━━━ Supplied data

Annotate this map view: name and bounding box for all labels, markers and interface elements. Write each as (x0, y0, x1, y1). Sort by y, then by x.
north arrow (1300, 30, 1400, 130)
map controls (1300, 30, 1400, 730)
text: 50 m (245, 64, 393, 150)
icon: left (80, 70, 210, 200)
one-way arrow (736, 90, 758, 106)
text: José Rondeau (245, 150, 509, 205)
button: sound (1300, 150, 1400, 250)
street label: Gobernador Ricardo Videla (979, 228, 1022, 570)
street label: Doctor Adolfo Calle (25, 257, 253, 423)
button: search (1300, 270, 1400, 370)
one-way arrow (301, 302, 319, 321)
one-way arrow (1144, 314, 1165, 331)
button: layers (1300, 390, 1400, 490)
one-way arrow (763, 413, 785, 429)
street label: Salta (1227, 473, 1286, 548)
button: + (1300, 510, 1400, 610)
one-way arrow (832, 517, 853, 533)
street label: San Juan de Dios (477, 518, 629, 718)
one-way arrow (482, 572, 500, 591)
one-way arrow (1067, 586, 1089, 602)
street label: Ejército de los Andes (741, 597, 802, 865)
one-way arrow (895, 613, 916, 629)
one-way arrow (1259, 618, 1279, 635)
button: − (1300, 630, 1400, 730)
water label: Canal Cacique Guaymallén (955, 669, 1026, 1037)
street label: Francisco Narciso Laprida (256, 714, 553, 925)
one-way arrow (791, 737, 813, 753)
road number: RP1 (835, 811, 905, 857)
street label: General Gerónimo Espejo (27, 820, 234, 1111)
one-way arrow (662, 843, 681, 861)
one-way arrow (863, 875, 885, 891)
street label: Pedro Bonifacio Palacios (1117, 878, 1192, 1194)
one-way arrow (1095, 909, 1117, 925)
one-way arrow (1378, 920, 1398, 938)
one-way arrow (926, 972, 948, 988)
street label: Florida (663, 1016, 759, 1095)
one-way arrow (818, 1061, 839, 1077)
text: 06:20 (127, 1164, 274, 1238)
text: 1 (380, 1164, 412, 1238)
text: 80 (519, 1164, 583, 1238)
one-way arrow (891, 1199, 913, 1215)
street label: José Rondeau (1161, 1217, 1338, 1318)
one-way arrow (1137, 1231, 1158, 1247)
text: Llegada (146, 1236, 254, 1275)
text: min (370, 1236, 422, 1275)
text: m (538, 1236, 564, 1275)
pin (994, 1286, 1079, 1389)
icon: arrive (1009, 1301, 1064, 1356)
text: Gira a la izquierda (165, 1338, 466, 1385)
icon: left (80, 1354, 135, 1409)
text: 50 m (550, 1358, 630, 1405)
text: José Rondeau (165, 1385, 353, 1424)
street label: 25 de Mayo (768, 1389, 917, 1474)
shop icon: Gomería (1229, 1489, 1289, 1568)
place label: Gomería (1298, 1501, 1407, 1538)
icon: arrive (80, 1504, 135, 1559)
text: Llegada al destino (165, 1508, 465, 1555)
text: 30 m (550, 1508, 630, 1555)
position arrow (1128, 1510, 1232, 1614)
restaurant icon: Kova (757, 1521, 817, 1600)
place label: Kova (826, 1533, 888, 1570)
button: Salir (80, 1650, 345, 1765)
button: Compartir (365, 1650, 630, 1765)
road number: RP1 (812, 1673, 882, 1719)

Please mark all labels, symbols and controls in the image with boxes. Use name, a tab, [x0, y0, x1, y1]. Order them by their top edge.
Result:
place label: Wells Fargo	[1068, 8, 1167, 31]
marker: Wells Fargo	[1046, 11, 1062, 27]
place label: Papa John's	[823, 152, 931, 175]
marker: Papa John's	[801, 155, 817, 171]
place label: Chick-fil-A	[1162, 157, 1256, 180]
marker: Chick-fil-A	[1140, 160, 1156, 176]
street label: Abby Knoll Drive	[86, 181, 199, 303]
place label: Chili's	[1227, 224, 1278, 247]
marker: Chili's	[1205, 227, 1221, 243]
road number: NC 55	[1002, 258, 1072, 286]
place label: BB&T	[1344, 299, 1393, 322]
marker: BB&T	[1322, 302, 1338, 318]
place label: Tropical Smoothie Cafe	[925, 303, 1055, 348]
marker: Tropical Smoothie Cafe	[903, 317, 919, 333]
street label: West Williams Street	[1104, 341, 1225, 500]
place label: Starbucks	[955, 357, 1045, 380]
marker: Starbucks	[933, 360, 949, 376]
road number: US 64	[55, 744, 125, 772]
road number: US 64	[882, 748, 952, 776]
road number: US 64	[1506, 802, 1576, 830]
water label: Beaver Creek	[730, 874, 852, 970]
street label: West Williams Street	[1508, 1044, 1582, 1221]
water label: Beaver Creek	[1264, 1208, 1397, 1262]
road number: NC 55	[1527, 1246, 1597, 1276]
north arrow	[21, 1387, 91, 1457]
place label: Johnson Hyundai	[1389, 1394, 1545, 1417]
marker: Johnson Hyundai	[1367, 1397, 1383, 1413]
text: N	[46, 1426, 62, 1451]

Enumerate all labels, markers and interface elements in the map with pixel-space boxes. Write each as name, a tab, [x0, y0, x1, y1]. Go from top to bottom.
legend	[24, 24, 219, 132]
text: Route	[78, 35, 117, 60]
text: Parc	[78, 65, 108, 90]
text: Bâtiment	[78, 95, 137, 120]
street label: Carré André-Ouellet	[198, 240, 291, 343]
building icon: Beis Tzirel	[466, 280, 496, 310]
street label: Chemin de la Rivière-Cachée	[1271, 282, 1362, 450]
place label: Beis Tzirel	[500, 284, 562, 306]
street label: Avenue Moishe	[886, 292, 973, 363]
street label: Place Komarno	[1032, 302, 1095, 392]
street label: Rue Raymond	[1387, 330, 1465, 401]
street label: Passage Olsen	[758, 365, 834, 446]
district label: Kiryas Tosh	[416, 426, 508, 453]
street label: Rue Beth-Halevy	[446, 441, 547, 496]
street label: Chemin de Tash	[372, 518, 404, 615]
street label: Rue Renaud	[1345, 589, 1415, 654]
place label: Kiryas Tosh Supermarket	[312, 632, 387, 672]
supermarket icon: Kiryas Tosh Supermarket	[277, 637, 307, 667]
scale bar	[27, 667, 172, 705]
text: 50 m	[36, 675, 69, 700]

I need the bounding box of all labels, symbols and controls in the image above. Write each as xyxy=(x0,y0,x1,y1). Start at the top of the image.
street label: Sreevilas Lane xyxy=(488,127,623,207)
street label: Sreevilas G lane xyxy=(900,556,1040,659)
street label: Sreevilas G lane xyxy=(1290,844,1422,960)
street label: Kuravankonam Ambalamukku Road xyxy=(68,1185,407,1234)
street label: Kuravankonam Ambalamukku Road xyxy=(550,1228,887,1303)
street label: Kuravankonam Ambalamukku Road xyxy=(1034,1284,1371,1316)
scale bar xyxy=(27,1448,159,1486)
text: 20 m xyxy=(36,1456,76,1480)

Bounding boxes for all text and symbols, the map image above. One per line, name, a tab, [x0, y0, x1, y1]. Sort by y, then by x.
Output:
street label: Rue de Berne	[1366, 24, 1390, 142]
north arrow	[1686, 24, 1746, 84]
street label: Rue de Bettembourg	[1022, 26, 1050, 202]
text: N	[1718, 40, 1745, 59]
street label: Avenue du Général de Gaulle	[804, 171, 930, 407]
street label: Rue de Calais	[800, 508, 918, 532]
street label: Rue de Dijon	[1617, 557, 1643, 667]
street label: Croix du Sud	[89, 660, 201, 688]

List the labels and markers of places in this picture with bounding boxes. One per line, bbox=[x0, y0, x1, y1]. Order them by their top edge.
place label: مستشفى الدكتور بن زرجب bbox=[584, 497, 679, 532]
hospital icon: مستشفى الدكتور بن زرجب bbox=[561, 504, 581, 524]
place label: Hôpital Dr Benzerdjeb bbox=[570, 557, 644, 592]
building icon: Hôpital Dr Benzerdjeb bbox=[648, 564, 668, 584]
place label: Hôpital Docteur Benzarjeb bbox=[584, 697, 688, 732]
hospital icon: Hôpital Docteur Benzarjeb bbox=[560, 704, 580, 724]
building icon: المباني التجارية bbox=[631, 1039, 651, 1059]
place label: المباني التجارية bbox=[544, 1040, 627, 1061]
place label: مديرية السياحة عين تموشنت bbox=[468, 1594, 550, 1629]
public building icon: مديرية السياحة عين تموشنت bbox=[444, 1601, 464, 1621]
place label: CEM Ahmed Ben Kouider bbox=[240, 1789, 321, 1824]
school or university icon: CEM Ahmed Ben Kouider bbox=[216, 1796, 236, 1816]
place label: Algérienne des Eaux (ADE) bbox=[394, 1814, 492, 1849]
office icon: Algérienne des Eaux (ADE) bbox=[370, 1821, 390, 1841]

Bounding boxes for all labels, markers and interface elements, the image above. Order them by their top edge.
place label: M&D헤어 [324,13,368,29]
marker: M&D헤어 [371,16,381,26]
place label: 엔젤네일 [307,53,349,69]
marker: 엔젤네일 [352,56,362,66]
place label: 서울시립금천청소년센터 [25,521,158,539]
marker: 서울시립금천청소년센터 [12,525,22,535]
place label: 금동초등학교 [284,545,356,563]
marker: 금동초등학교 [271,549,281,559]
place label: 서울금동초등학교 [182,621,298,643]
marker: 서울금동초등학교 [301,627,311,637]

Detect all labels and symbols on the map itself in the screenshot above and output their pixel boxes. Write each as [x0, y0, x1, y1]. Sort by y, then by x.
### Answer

━━━━━━

Exercise aim - Copy out, word for word, only the lines from the one with "Detect all labels" through the last line of the material above.

Result for this exercise -
Detect all labels and symbols on the map itself in the screenshot above and output their pixel boxes. Write each as [x0, y0, x1, y1]. Sort by y, then by x.
### Answer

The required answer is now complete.